If you’ve been contacted by the FBI, the U.S. Secret Service, a state agency, or local law enforcement about a computer or internet-related matter, talk to a Los Angeles criminal defense attorney before saying a word. Computer crime cases are evidence-heavy and timeline-sensitive, and early intervention can change the outcome significantly.
The Federal Law: The Computer Fraud and Abuse Act (CFAA)

The primary federal computer crime law is 18 U.S.C. § 1030 (the Computer Fraud and Abuse Act). Originally passed in 1986 to address hacking of government and bank computers, the CFAA has been amended repeatedly and now reaches essentially any computer connected to the internet.

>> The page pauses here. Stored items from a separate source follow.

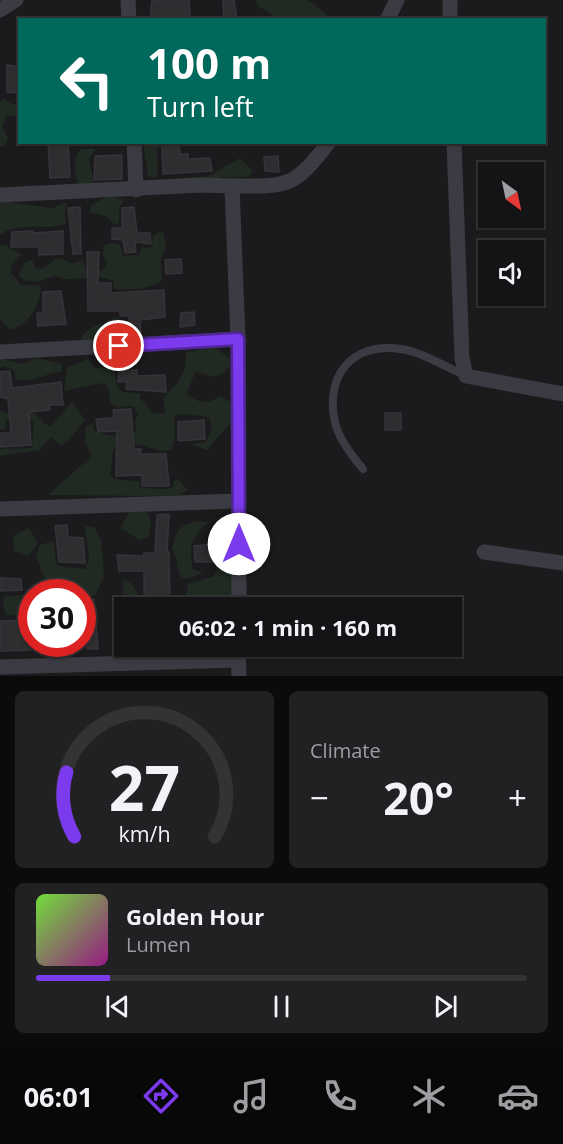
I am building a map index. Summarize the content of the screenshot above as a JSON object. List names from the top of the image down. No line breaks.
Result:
{"north":"bottom right","page":{"turn":["100 m","Turn left"],"limit":"30","trip":"06:02 · 1 min · 160 m","tile":"Climate","heat":["−","20°","+"],"song":["Golden Hour","Lumen"],"tabs":"06:01","gauge":["27","km/h"]}}
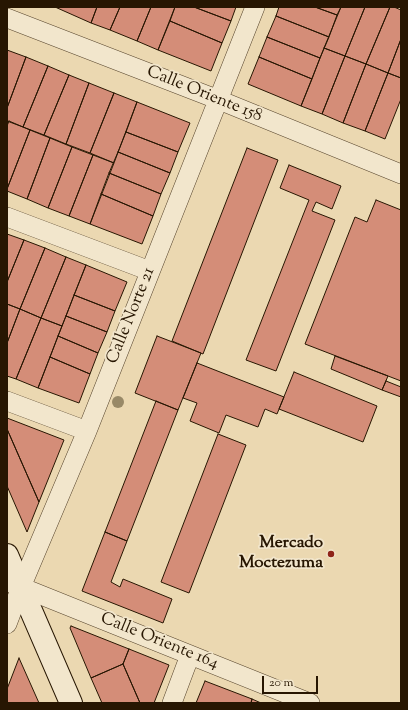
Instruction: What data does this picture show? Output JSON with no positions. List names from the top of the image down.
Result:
{
  "streets": {
    "street": ["Calle Oriente 158", "Calle Norte 21", "Calle Oriente 164"]
  },
  "crossings": [
    ["Calle Oriente 158", "Calle Norte 21"],
    ["Calle Norte 21", "Calle Oriente 164"]
  ],
  "places": ["Mercado Moctezuma"],
  "scale_bar": "20 m"
}
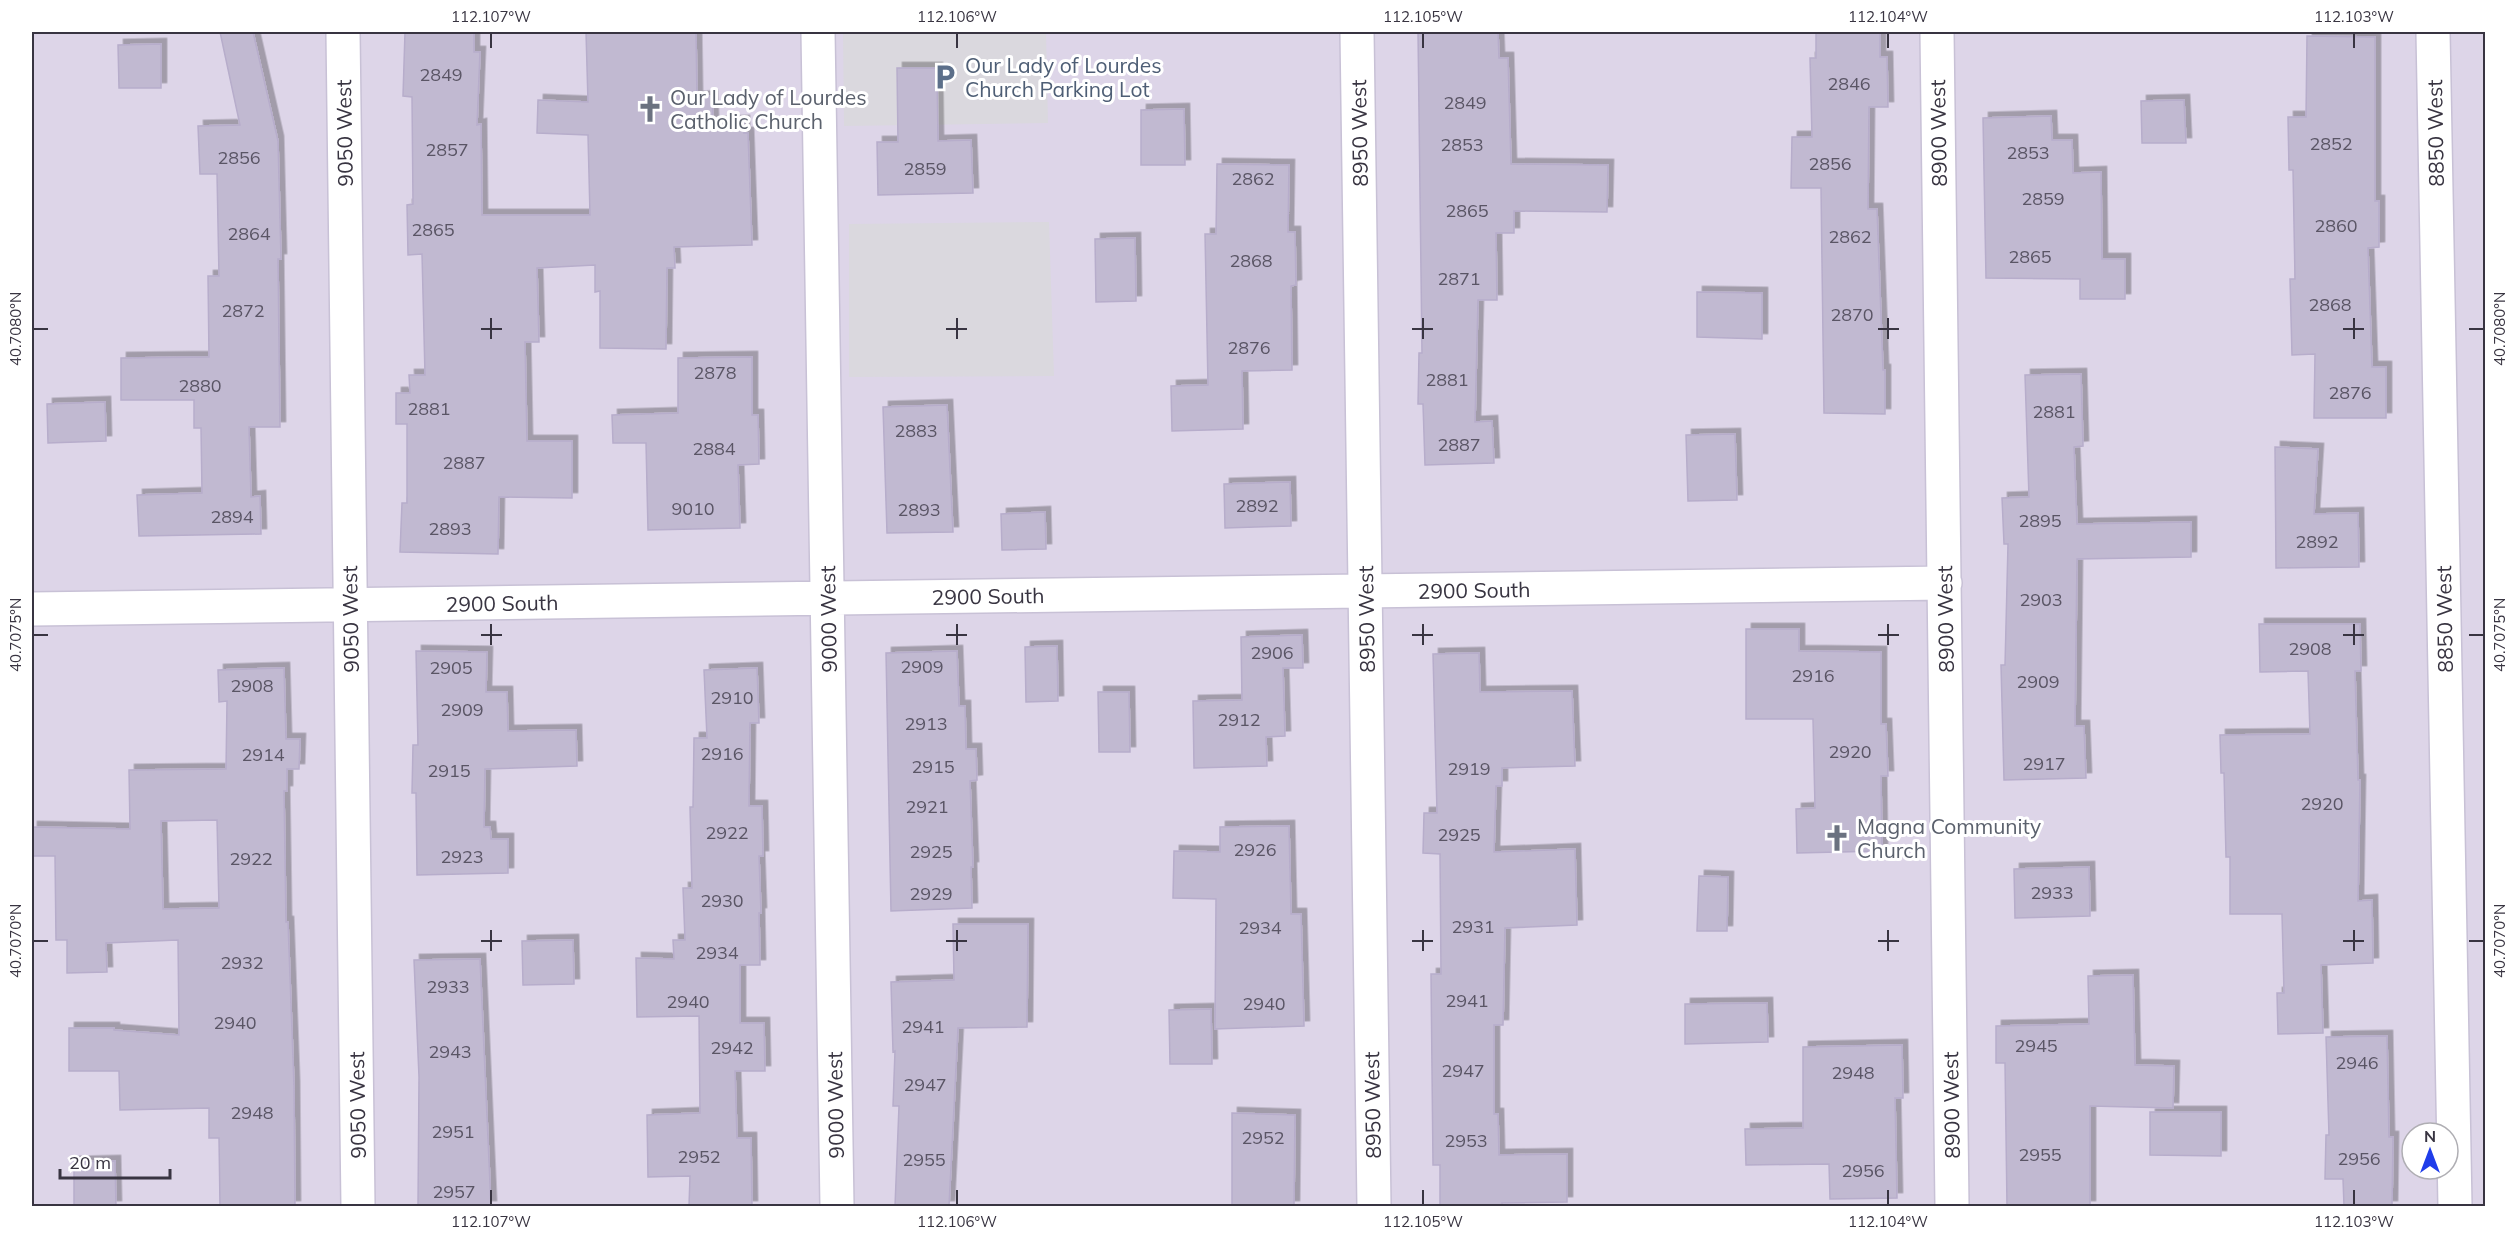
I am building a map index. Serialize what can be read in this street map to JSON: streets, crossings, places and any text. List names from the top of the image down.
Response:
{
  "streets": {
    "street": [
      "9050 West",
      "8950 West",
      "8900 West",
      "8850 West",
      "2900 South",
      "9000 West"
    ]
  },
  "crossings": [
    ["9050 West", "2900 South"],
    ["8950 West", "2900 South"],
    ["8900 West", "2900 South"],
    ["2900 South", "9000 West"]
  ],
  "places": {
    "parking": ["Our Lady of Lourdes Church Parking Lot"],
    "church": ["Our Lady of Lourdes Catholic Church", "Magna Community Church"]
  },
  "house_numbers": [
    "2849",
    "2846",
    "2849",
    "2852",
    "2853",
    "2857",
    "2853",
    "2856",
    "2856",
    "2859",
    "2862",
    "2859",
    "2865",
    "2860",
    "2865",
    "2864",
    "2862",
    "2865",
    "2868",
    "2871",
    "2868",
    "2872",
    "2870",
    "2876",
    "2878",
    "2881",
    "2880",
    "2876",
    "2881",
    "2881",
    "2883",
    "2887",
    "2884",
    "2887",
    "2892",
    "9010",
    "2893",
    "2894",
    "2895",
    "2893",
    "2892",
    "2903",
    "2908",
    "2906",
    "2909",
    "2905",
    "2916",
    "2909",
    "2908",
    "2910",
    "2909",
    "2912",
    "2913",
    "2920",
    "2916",
    "2914",
    "2917",
    "2915",
    "2919",
    "2915",
    "2920",
    "2921",
    "2922",
    "2925",
    "2926",
    "2925",
    "2923",
    "2922",
    "2933",
    "2929",
    "2930",
    "2931",
    "2934",
    "2934",
    "2932",
    "2933",
    "2941",
    "2940",
    "2940",
    "2940",
    "2941",
    "2945",
    "2942",
    "2943",
    "2946",
    "2947",
    "2948",
    "2947",
    "2948",
    "2951",
    "2952",
    "2953",
    "2955",
    "2952",
    "2956",
    "2955",
    "2956",
    "2957"
  ],
  "scale_bar": "20 m",
  "north": "top",
  "coordinates": [
    "112.107°W",
    "112.106°W",
    "112.105°W",
    "112.104°W",
    "112.103°W",
    "40.7080°N",
    "40.7075°N",
    "40.7070°N"
  ]
}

The CFAA prohibits seven main categories of conduct involving “protected computers” (a term that, in practice, covers almost any computer connected to the internet):
1. Obtaining national security information (§ 1030(a)(1)) Knowingly accessing a computer without authorization and obtaining national defense or foreign relations information. Up to 10 years for a first offense.
2. Accessing a computer to obtain information (§ 1030(a)(2)) Intentionally accessing a computer without authorization or exceeding authorized access to obtain information. This is the most common charge and the broadest. Up to 1 year (misdemeanor), or up to 5 years (felony) if done for commercial advantage, financial gain, or with damages over $5,000.
3. Trespassing on a government computer (§ 1030(a)(3)) Up to 1 year for a first offense.
4. Accessing a computer to commit fraud (§ 1030(a)(4)) Knowingly accessing a protected computer with intent to defraud, where the conduct furthers the fraud and yields anything of value over $5,000. Up to 5 years for a first offense.
5. Damaging a computer (§ 1030(a)(5)) Knowingly causing damage, including transmitting code, programs, or commands. This is how ransomware and malware cases are typically charged. Up to 10 years for a first offense, with enhancements up to 20 years for repeat offenders or aggravated harm.
6. Trafficking in passwords (§ 1030(a)(6)) Up to 1 year for a first offense.
7. Threatening to damage a computer (§ 1030(a)(7)) Extortion-type threats involving computers. Up to 5 years.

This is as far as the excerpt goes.